Current or past tobacco smokers are at lower risk of developing Parkinson’s disease than lifelong non-smokers, a long-term study of doctors in the U.K. reports.
How smoking might protect a person against Parkinson’s, however, remains poorly understood. The many known health risks of tobacco smoking also far exceed “any protective effect,” its researchers caution.
The study, “Tobacco smoking and the risk of Parkinson disease A 65-year follow-up of 30,000 male British doctors,” was published in the journal Neurology.
Smoking is a well-known risk factor for cardiovascular diseases and many cancers, among other ills. But with Parkinson’s disease, it appears to exert a protective effect.
Previous studies have suggested that Parkinson’s incidence is inversely associated to smoking, with one study reporting that smoking was associated with a 60% lower risk of Parkinson’s.
But the link between smoking and Parkinson’s incidence is not well understood, as data on smoking habits are usually collected after disease onset, which is susceptible to bias. The number of Parkinson’s cases and length of follow-up duration is also limited, making conclusions difficult.

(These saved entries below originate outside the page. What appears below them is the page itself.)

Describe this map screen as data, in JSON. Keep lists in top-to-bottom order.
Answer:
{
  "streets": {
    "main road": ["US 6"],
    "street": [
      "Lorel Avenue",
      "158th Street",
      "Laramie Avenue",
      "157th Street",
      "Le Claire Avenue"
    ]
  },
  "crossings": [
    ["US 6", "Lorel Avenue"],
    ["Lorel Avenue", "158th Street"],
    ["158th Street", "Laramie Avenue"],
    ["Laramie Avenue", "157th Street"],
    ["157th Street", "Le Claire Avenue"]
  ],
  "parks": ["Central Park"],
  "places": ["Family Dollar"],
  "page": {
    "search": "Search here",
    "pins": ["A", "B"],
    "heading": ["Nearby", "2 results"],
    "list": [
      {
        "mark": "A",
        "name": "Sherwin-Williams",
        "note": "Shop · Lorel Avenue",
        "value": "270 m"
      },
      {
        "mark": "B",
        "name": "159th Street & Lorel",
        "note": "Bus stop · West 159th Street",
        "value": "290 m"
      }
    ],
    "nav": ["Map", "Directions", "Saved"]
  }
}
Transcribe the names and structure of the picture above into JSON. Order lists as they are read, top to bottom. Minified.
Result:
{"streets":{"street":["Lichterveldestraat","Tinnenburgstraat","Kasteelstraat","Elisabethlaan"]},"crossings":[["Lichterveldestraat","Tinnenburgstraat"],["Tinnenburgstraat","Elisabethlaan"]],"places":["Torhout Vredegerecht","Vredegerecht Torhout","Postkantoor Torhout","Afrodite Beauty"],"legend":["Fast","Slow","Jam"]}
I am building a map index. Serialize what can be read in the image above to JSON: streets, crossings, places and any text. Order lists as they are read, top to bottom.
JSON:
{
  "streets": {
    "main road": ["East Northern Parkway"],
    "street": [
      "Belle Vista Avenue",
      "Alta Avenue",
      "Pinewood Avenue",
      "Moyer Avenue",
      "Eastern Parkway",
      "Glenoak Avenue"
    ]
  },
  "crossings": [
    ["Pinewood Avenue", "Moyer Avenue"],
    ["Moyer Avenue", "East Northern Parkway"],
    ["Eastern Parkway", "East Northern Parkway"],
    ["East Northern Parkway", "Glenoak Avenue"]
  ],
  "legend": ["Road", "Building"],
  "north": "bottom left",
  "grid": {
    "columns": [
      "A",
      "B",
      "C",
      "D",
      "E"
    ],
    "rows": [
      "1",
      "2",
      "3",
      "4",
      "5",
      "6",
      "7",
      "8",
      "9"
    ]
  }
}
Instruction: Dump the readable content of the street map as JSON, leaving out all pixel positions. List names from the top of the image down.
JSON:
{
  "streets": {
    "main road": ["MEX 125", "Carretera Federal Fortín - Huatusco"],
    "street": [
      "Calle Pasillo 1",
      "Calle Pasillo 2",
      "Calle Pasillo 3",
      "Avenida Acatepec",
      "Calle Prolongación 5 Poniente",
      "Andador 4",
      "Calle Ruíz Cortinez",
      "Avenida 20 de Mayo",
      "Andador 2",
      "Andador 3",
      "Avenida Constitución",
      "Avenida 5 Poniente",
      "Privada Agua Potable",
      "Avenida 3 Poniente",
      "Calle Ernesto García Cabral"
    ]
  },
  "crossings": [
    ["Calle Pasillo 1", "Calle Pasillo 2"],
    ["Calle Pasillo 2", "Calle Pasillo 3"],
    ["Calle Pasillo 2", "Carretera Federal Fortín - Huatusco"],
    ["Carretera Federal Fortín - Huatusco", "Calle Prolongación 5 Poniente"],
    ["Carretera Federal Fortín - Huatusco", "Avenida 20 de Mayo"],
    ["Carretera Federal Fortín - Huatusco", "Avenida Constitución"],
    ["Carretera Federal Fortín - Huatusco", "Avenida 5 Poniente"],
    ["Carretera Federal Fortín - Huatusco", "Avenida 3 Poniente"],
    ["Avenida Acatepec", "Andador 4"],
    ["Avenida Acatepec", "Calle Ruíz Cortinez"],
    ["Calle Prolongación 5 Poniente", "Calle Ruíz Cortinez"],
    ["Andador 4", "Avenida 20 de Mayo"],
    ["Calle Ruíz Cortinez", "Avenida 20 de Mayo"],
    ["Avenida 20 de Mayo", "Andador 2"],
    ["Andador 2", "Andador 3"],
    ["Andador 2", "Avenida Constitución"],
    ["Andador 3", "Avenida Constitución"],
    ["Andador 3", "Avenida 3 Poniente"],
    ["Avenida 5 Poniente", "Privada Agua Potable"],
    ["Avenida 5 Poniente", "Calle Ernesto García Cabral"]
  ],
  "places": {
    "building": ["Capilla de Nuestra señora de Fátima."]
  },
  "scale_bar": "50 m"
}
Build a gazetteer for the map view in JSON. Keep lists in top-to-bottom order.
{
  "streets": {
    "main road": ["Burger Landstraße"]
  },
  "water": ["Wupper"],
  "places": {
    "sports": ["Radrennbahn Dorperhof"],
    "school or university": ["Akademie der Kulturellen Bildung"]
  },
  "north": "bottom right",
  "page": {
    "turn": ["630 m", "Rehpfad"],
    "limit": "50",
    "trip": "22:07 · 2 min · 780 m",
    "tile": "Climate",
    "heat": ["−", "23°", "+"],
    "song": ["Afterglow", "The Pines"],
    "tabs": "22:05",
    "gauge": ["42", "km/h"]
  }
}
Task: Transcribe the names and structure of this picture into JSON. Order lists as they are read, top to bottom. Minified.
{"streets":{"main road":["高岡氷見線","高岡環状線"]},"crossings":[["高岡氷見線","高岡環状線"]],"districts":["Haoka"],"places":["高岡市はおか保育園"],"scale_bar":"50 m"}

Researchers at the University of Oxford followed male doctors over 65 years to investigate the risk of Parkinson’s disease associated with smoking habits, the amount of tobacco smoked, and the duration of effects among ex-smokers.
Their analysis included 29,737 doctors, all members of the British Medical Association. Data on smoking habits were collected in seven self-completed questionnaires from 1951 to 1998.
Participants were asked to classify themselves as current tobacco smokers, ex-smokers, or those who have never smoked. Questions addressed their smoking habits: age at starting to smoke, amount smoked daily, and type of tobacco.
Researchers observed that the percentage of current smokers declined markedly over the study. At its start in 1951, about 67% of doctors (age 65 to 69) were smokers. This number dropped to 8% by 1998, the last year of follow-up. The percentage of those classified as cigarette smokers also decreased, from 63% in 1951 to 33% in 1998.
Specific cause of death was monitor through November 2016.
Between 1951 and 2016, participants were followed on average for 35 years. Of 25,379 deaths registered from 1961 to 2016 (the first 10 years of follow-up were excluded), 283 were attributed to Parkinson’s disease.
The crude death rate from Parkinson’s was lower for current smokers (30 per 100,000 person-years) compared to non-smokers (46 per 100,000 person-years). Of note, crude death rate is the total number of deaths of residents in a specified geographic area, divided by the total population for the same area.
Next, researchers modeled how smoking habits were associated to Parkinson’s risk at the start of follow-up (baseline model, the year 1951) and then periodically after each survey questionnaire (the updated model).
Results showed current tobacco smoking was inversely linked to Parkinson’s risk at baseline and in the updated model.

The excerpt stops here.